* _RECORDS FOR THE TASK_
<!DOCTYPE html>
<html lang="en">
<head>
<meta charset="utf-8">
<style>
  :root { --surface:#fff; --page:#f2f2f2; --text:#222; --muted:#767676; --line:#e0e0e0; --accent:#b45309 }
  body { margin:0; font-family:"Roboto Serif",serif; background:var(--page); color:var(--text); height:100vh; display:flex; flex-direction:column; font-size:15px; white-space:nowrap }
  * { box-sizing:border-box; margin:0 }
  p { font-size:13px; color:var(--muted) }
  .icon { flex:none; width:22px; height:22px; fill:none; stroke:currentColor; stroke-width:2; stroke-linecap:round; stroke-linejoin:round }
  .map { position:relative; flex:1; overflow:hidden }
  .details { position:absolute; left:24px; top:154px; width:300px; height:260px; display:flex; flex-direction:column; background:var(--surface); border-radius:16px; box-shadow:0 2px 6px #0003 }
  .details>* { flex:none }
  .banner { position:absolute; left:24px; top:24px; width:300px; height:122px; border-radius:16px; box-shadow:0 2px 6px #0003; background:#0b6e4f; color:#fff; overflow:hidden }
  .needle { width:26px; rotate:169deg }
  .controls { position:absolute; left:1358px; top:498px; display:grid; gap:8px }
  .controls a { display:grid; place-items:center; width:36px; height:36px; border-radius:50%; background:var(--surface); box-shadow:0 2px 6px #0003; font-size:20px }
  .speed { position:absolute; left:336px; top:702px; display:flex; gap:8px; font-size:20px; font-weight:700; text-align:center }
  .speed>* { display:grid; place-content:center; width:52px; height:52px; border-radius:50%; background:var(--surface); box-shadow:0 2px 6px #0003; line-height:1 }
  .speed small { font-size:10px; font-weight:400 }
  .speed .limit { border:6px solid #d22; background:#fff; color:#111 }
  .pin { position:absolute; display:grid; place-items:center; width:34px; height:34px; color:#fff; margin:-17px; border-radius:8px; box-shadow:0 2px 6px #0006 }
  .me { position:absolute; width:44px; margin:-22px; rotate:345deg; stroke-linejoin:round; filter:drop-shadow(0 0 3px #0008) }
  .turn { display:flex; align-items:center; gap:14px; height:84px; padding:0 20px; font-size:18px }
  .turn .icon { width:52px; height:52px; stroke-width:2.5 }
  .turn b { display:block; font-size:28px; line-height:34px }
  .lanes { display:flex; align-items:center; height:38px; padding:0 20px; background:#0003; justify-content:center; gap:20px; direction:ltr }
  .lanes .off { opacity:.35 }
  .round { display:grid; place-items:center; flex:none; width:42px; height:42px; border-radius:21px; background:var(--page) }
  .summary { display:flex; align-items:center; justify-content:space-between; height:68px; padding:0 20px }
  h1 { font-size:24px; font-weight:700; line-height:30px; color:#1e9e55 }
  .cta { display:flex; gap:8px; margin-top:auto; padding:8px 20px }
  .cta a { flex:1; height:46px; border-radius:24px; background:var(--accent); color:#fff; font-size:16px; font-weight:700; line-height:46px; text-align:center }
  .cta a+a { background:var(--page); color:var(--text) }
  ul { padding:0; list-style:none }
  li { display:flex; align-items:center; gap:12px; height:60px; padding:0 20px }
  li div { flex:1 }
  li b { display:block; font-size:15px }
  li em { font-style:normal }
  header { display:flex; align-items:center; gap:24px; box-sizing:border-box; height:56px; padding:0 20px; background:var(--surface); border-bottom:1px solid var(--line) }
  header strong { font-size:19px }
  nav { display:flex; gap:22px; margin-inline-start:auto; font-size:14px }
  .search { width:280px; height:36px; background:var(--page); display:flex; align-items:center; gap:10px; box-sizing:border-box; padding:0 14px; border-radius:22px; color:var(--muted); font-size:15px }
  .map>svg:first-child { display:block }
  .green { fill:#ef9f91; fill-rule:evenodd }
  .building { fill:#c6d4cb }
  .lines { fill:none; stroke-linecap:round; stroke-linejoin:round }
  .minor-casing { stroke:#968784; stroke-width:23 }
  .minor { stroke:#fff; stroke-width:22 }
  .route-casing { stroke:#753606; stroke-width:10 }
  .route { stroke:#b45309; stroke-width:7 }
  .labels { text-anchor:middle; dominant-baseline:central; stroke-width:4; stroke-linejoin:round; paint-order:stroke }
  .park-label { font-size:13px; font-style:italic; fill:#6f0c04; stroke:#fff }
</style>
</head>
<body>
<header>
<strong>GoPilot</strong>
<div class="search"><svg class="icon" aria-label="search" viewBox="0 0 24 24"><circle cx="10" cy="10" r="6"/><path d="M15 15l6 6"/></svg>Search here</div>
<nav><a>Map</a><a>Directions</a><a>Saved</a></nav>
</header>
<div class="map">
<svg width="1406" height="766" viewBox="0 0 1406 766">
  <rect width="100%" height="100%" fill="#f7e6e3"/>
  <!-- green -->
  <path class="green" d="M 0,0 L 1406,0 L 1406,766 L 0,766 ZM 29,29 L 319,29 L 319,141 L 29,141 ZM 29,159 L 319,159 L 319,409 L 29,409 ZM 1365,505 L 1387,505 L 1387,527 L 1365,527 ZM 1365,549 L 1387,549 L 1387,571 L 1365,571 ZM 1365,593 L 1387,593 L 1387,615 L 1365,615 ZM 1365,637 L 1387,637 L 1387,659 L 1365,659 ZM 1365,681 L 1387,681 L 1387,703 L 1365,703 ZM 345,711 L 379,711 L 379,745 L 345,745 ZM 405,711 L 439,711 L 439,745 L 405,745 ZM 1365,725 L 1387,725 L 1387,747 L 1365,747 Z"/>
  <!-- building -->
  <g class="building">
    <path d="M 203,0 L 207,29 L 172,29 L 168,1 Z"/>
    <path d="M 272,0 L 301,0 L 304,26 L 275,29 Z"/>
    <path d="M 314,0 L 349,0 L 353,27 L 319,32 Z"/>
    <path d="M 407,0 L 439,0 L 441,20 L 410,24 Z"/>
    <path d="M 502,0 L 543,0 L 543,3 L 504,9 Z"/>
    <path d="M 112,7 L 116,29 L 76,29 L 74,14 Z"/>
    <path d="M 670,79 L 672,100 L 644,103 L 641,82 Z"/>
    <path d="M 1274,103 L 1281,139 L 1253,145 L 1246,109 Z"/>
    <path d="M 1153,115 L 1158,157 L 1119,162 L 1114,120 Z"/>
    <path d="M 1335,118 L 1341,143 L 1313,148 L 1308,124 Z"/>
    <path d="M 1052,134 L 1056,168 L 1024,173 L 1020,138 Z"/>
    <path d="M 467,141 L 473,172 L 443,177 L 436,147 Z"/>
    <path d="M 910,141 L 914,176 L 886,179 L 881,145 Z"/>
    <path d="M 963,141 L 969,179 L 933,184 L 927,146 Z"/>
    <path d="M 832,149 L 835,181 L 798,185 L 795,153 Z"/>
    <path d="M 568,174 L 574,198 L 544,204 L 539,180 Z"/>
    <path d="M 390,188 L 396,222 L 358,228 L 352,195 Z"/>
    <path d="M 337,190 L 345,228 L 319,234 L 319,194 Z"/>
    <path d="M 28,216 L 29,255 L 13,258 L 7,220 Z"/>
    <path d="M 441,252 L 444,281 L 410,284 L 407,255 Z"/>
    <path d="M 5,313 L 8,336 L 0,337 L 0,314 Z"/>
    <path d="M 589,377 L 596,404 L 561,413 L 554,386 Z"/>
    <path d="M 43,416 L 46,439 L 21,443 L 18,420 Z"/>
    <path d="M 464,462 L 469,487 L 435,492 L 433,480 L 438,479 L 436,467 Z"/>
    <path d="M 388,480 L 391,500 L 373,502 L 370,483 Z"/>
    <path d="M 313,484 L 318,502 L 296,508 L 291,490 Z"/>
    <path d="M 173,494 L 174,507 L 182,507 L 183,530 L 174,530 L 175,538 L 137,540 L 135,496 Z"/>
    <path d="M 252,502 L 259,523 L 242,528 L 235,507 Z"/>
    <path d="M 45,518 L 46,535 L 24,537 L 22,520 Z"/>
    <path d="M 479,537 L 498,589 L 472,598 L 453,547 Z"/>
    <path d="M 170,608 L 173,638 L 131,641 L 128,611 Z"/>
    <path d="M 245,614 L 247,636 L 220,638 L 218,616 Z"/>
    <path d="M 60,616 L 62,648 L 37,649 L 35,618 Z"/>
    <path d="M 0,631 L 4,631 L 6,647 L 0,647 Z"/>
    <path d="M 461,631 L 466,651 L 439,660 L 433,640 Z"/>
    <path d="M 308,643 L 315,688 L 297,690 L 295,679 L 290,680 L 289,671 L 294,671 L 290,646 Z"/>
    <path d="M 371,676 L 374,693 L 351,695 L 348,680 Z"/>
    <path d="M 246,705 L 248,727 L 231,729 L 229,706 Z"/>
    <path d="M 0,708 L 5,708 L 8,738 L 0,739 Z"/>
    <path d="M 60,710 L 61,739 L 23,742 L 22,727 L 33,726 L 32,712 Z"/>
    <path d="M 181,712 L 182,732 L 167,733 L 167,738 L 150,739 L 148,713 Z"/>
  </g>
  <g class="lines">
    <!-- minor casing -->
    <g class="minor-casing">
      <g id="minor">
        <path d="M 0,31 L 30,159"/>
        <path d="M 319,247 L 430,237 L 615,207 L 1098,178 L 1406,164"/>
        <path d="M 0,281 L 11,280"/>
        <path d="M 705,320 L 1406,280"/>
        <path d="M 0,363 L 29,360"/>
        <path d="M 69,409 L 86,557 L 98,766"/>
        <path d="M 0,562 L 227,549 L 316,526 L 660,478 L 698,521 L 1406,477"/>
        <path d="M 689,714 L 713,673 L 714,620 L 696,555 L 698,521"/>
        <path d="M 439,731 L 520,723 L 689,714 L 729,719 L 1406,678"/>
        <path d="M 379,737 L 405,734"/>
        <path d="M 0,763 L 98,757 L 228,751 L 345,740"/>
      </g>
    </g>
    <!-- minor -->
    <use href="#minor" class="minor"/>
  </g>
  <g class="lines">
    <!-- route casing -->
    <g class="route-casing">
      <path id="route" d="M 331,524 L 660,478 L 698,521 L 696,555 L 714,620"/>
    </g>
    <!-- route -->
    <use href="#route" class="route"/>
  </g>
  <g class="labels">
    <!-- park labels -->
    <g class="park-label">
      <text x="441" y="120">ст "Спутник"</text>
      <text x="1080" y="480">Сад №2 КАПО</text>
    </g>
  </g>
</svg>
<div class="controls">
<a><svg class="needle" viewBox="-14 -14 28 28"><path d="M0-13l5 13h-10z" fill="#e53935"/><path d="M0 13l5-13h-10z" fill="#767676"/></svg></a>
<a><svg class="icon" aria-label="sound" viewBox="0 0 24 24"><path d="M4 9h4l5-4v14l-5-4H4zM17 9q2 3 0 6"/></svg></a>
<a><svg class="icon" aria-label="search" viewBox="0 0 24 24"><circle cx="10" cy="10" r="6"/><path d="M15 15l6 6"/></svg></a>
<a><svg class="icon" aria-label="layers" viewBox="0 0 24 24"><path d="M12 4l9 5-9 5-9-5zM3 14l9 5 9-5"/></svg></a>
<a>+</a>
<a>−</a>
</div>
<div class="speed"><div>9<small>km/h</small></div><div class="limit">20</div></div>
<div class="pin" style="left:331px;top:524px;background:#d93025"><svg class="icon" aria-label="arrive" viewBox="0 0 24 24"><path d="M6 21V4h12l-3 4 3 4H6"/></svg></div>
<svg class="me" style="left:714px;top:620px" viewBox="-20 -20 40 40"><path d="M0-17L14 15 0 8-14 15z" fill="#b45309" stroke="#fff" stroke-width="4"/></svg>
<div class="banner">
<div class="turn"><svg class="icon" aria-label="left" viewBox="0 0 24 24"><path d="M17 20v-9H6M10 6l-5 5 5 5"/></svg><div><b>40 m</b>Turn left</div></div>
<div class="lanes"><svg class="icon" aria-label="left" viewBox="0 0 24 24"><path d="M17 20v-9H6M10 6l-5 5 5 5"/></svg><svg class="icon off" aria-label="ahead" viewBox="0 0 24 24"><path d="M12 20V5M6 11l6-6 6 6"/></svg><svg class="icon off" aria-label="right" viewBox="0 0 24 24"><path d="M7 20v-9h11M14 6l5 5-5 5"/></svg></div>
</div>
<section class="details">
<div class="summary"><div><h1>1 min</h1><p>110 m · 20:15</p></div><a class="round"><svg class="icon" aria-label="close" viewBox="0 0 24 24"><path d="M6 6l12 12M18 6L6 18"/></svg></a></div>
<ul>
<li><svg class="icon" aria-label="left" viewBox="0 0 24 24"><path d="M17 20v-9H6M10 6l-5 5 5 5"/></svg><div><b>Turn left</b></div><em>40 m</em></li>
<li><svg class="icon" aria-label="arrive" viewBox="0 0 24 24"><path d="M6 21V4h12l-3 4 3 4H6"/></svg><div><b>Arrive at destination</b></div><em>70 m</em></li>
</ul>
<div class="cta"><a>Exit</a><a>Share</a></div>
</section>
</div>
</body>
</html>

* _YOUR GOAL_
In the listing above, find the line with "43,416 L 46,439" and the line with "45,518 L 46,535", then print exactly those two lines and every line between them, and nothing more.

* _YOUR SOLUTION_
    <path d="M 43,416 L 46,439 L 21,443 L 18,420 Z"/>
    <path d="M 464,462 L 469,487 L 435,492 L 433,480 L 438,479 L 436,467 Z"/>
    <path d="M 388,480 L 391,500 L 373,502 L 370,483 Z"/>
    <path d="M 313,484 L 318,502 L 296,508 L 291,490 Z"/>
    <path d="M 173,494 L 174,507 L 182,507 L 183,530 L 174,530 L 175,538 L 137,540 L 135,496 Z"/>
    <path d="M 252,502 L 259,523 L 242,528 L 235,507 Z"/>
    <path d="M 45,518 L 46,535 L 24,537 L 22,520 Z"/>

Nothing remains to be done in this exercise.